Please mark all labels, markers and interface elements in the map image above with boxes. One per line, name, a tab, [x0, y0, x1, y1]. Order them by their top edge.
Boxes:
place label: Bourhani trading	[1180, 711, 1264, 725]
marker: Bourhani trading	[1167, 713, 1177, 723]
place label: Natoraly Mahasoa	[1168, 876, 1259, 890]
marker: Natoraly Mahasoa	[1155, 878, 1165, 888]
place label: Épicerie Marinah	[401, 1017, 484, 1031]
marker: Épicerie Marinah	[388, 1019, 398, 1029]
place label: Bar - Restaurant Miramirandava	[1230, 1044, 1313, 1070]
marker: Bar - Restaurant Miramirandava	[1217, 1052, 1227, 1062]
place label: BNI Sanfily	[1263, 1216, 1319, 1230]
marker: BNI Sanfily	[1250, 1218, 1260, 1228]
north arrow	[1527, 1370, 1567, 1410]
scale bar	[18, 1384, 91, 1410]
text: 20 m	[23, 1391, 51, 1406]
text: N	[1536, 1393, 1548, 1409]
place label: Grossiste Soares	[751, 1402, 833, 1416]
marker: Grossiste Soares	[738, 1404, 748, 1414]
= = = = = = =
**TO DO:** Each line of the material must be copied exactly.

**RESPONSE TO THE EXERCISE:**
Please mark all labels, markers and interface elements in the map image above with boxes. One per line, name, a tab, [x0, y0, x1, y1]. Order them by their top edge.
Boxes:
place label: Bourhani trading	[1180, 711, 1264, 725]
marker: Bourhani trading	[1167, 713, 1177, 723]
place label: Natoraly Mahasoa	[1168, 876, 1259, 890]
marker: Natoraly Mahasoa	[1155, 878, 1165, 888]
place label: Épicerie Marinah	[401, 1017, 484, 1031]
marker: Épicerie Marinah	[388, 1019, 398, 1029]
place label: Bar - Restaurant Miramirandava	[1230, 1044, 1313, 1070]
marker: Bar - Restaurant Miramirandava	[1217, 1052, 1227, 1062]
place label: BNI Sanfily	[1263, 1216, 1319, 1230]
marker: BNI Sanfily	[1250, 1218, 1260, 1228]
north arrow	[1527, 1370, 1567, 1410]
scale bar	[18, 1384, 91, 1410]
text: 20 m	[23, 1391, 51, 1406]
text: N	[1536, 1393, 1548, 1409]
place label: Grossiste Soares	[751, 1402, 833, 1416]
marker: Grossiste Soares	[738, 1404, 748, 1414]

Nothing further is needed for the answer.